__EXERCISE DIRECTIONS__.
The lines to copy run from the one containing "Draw a box around" to the end of the records below; repeat them exactly and include nothing else.

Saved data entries
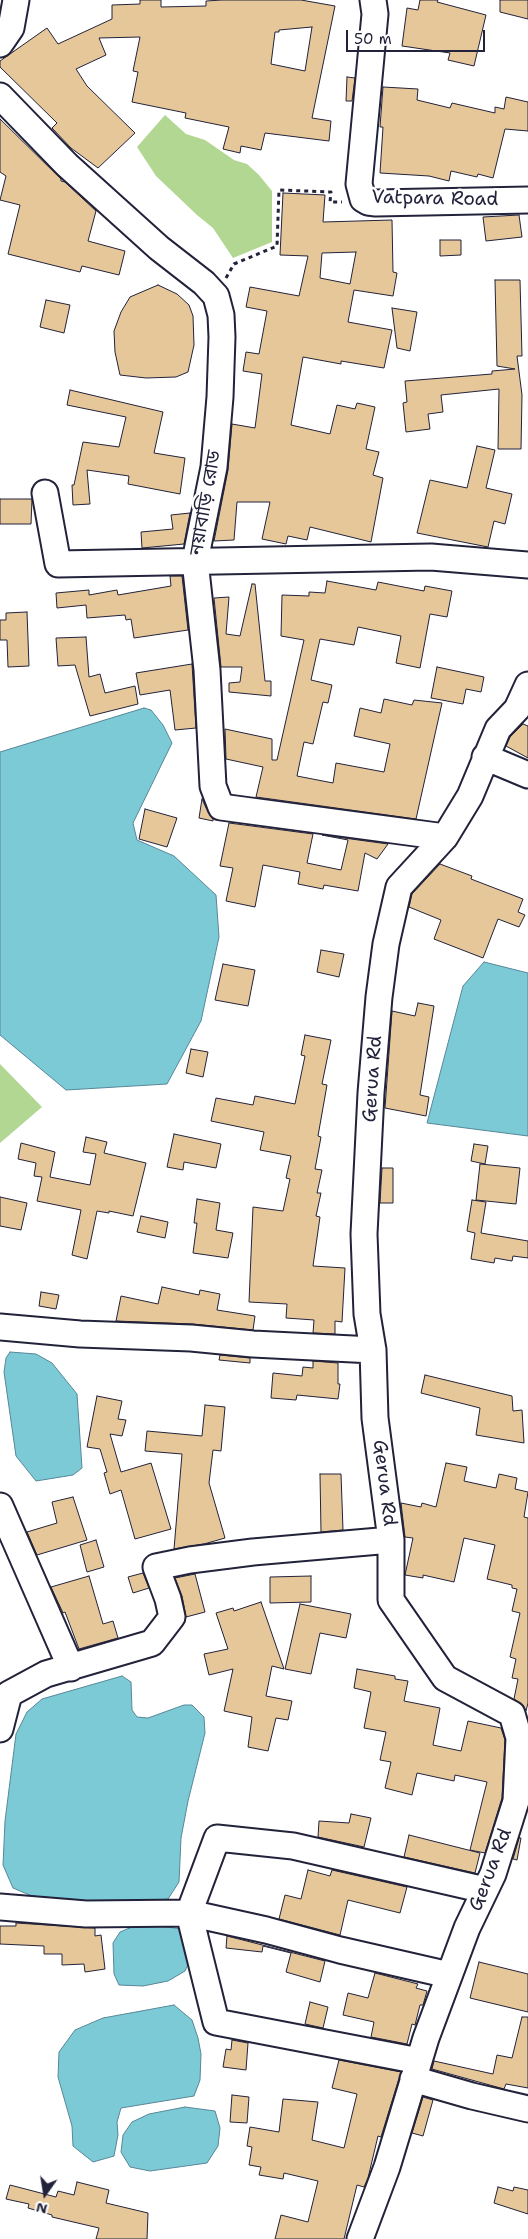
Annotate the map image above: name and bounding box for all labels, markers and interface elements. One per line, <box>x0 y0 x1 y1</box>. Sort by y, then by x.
scale bar <box>348 20 487 52</box>
text: 50 m <box>354 29 392 49</box>
street label: Vatpara Road <box>371 186 499 212</box>
street label: নয়াবাড়ি রোড <box>186 449 226 557</box>
street label: Gerua Rd <box>359 1035 387 1123</box>
street label: Gerua Rd <box>367 1438 401 1528</box>
street label: Gerua Rd <box>465 1825 517 1915</box>
north arrow <box>20 2169 70 2219</box>
text: N <box>34 2199 49 2219</box>

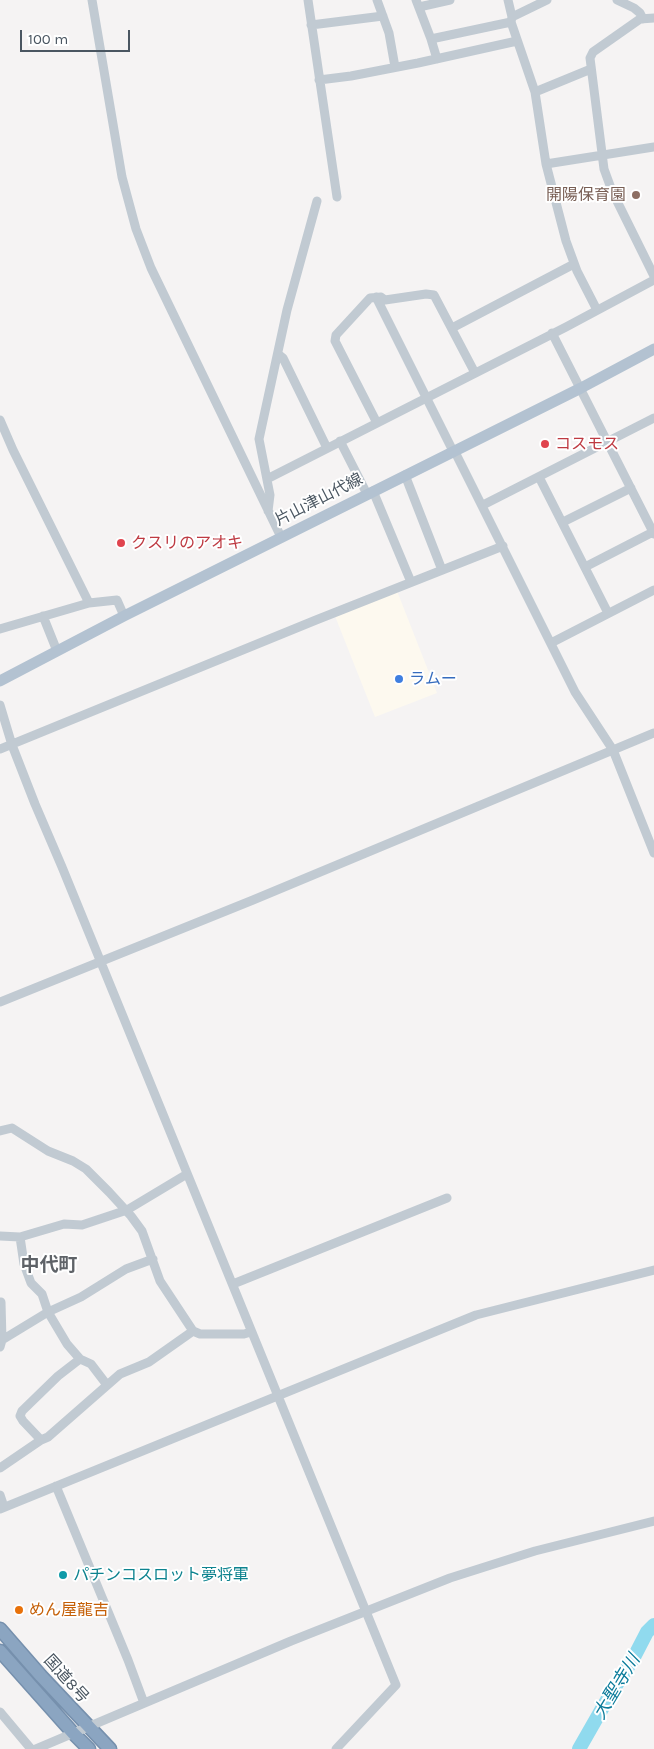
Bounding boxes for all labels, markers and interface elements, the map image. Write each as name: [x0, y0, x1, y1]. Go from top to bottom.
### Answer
scale bar: [22, 20, 132, 52]
text: 100 m: [28, 30, 68, 48]
place label: 開陽保育園: [546, 185, 626, 205]
marker: 開陽保育園: [630, 189, 642, 201]
place label: コスモス: [555, 434, 619, 454]
marker: コスモス: [539, 438, 551, 450]
street label: 片山津山代線: [272, 470, 366, 530]
place label: クスリのアオキ: [131, 533, 243, 553]
marker: クスリのアオキ: [115, 537, 127, 549]
place label: ラムー: [409, 669, 457, 689]
marker: ラムー: [393, 673, 405, 685]
district label: 中代町: [21, 1255, 77, 1277]
place label: パチンコスロット夢将軍: [73, 1565, 249, 1585]
marker: パチンコスロット夢将軍: [57, 1569, 69, 1581]
place label: めん屋龍吉: [29, 1600, 109, 1620]
marker: めん屋龍吉: [13, 1604, 25, 1616]
street label: 国道8号: [40, 1651, 92, 1707]
water label: 大聖寺川: [589, 1651, 645, 1723]

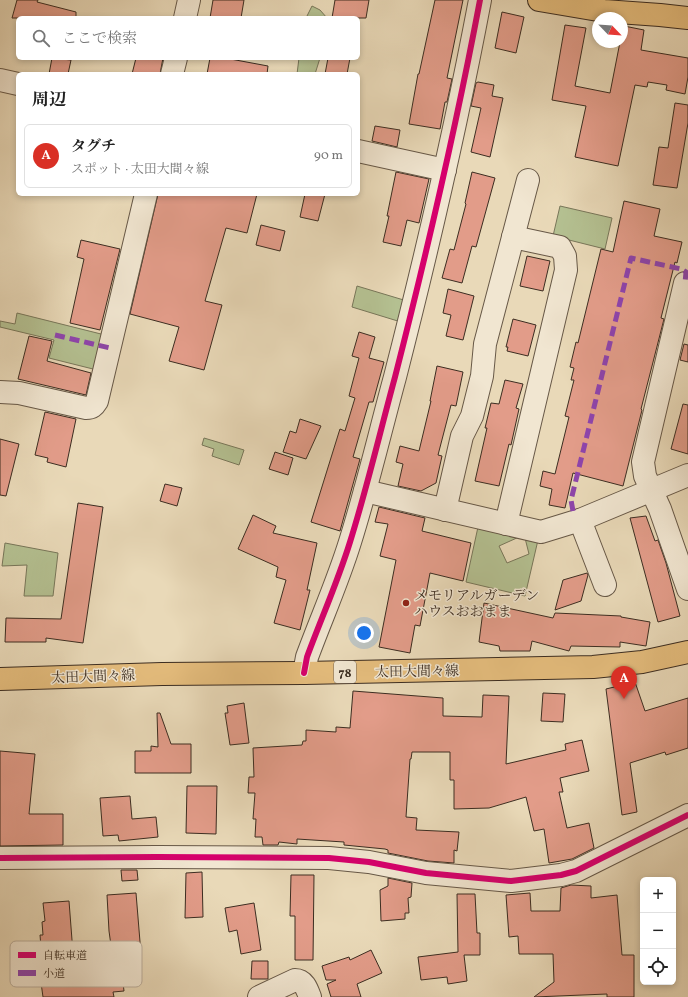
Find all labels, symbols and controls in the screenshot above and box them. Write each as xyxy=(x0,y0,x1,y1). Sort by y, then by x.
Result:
north arrow xyxy=(592,12,628,48)
search box xyxy=(16,16,360,60)
icon: search xyxy=(30,27,52,49)
text: ここで検索 xyxy=(62,29,137,50)
text: 周辺 xyxy=(32,89,66,112)
text: タグチ xyxy=(71,137,116,158)
text: A xyxy=(41,147,51,165)
text: 90 m xyxy=(314,147,343,165)
text: スポット · 太田大間々線 xyxy=(71,161,209,179)
place label: メモリアルガーデン ハウスおおまま xyxy=(414,587,539,622)
marker: メモリアルガーデン ハウスおおまま xyxy=(401,598,411,608)
your location xyxy=(354,623,374,643)
road number: 78 xyxy=(334,661,356,683)
street label: 太田大間々線 xyxy=(375,662,459,683)
pin: A xyxy=(611,666,637,699)
street label: 太田大間々線 xyxy=(51,667,135,688)
map controls xyxy=(640,877,676,985)
button: + xyxy=(640,877,676,913)
button: − xyxy=(640,913,676,949)
legend xyxy=(10,941,142,987)
text: 自転車道 xyxy=(43,949,87,964)
button: locate xyxy=(640,949,676,985)
text: 小道 xyxy=(43,967,65,982)

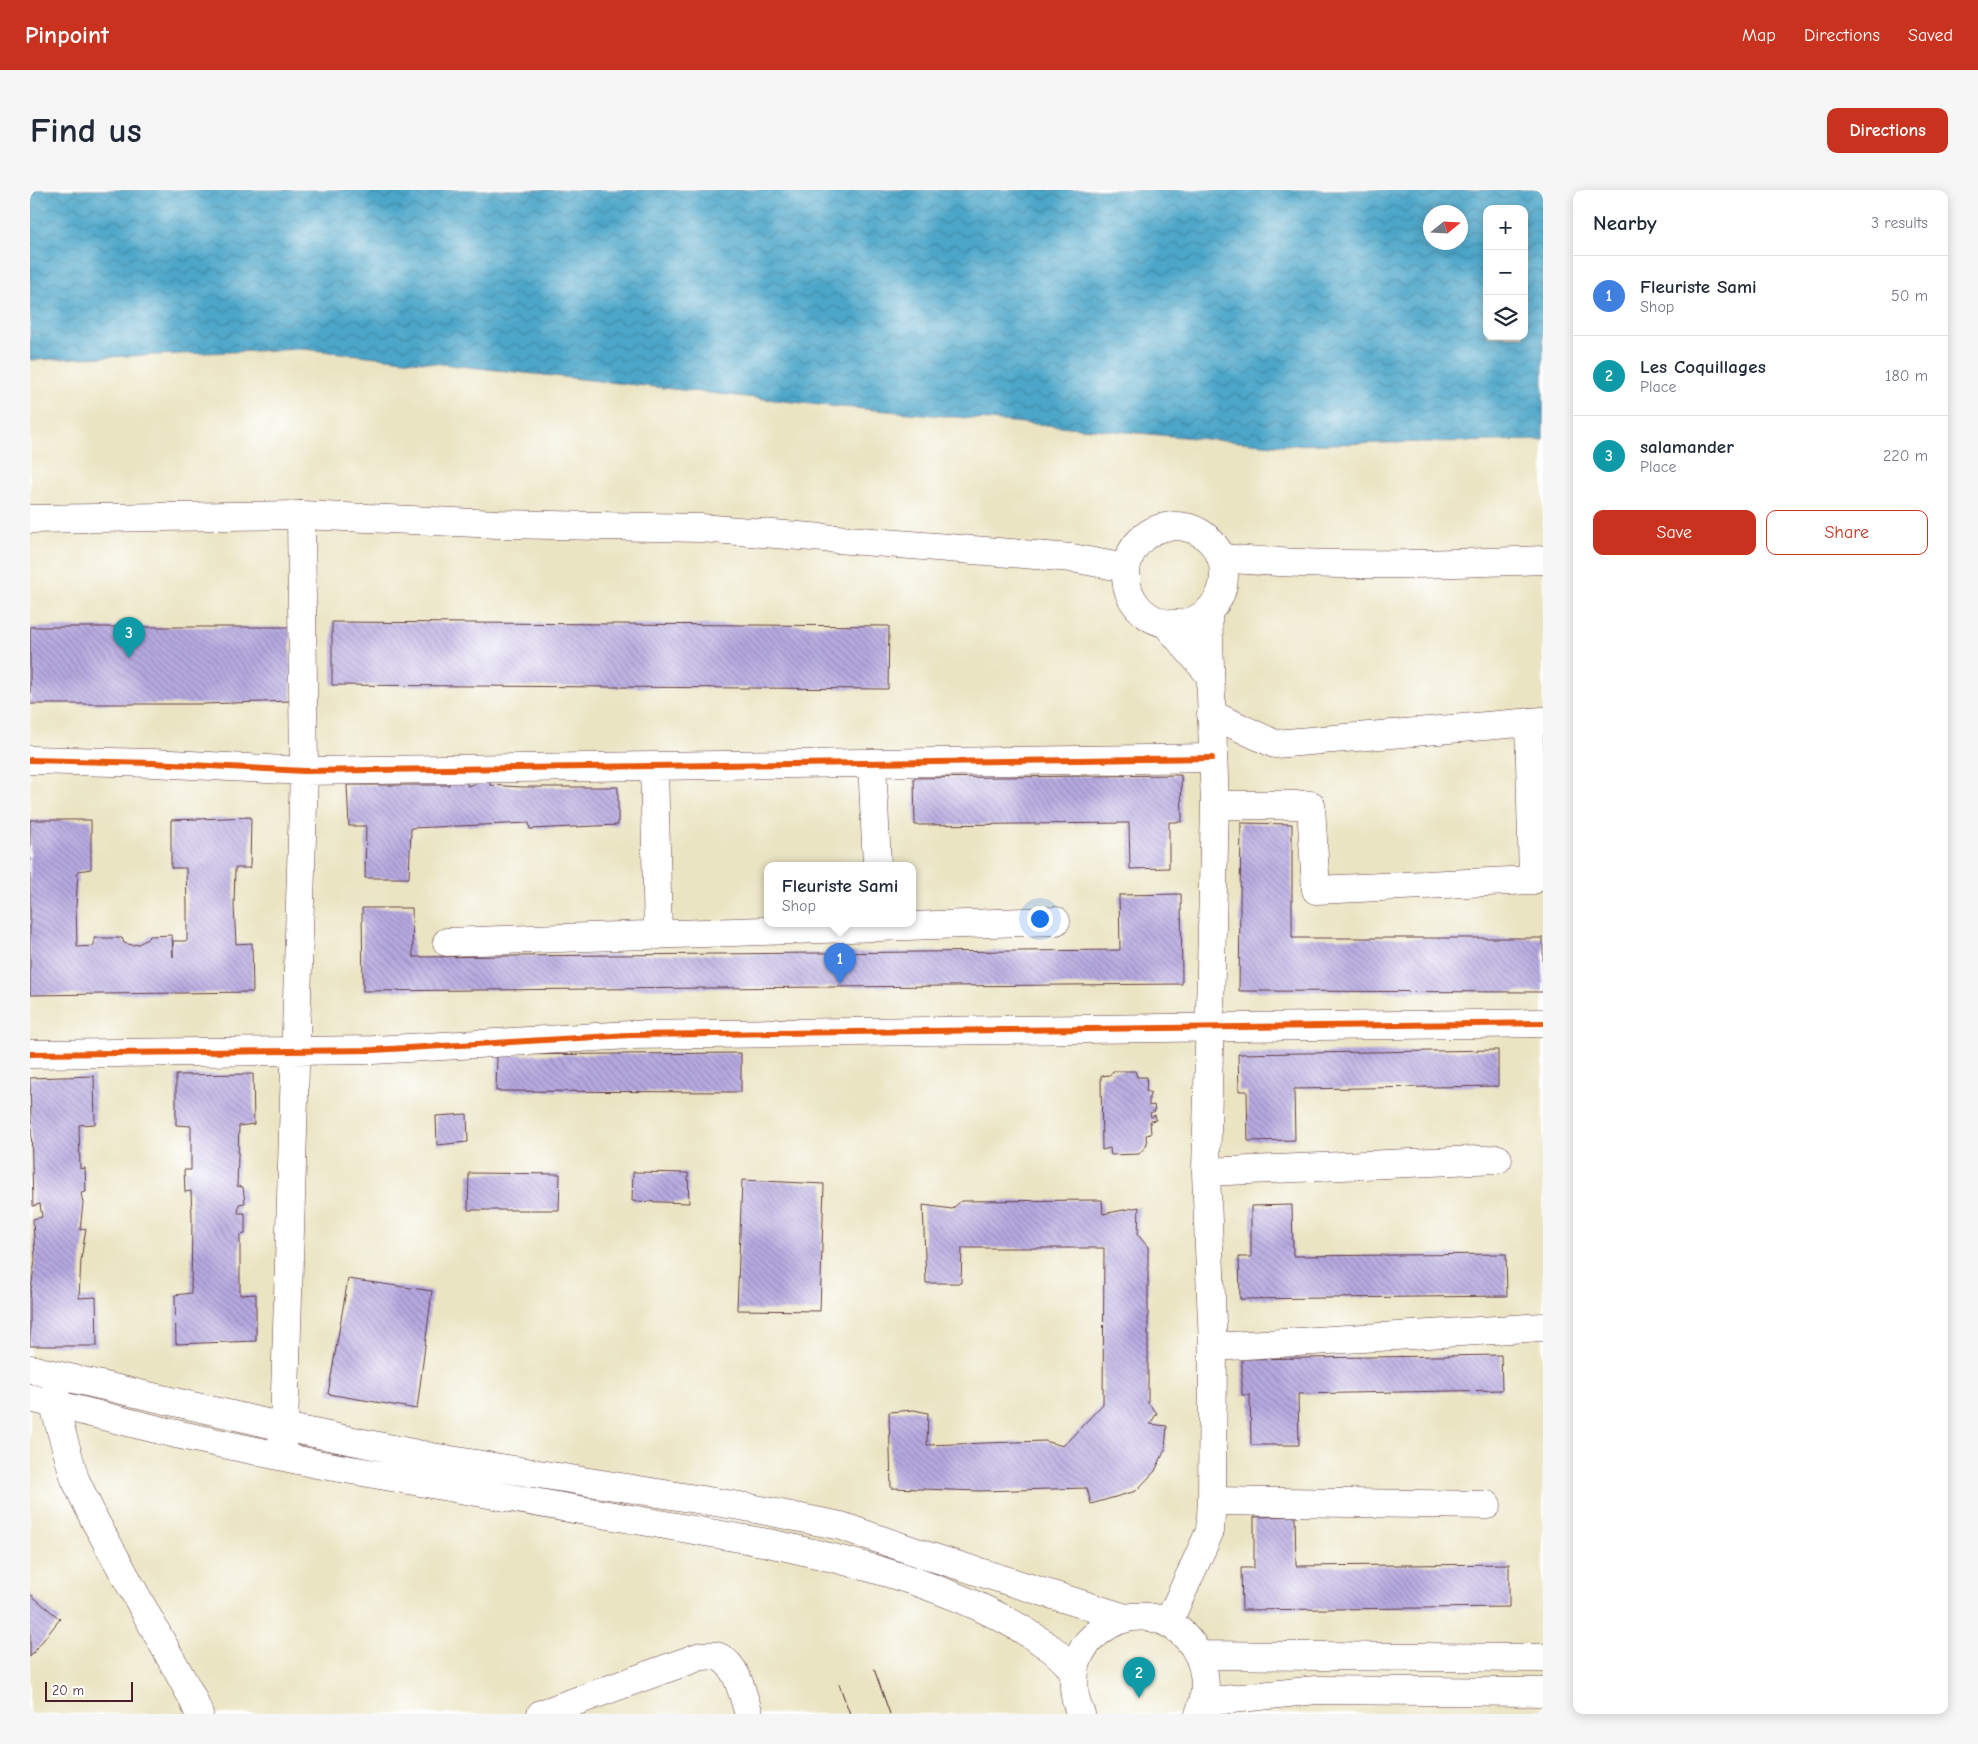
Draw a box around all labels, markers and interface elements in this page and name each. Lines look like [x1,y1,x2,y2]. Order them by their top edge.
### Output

__WRITTEN RESPONSE__.
Draw a box around all labels, markers and interface elements in this page and name each. Lines look like [x1,y1,x2,y2]. Order them by their top edge.
### Output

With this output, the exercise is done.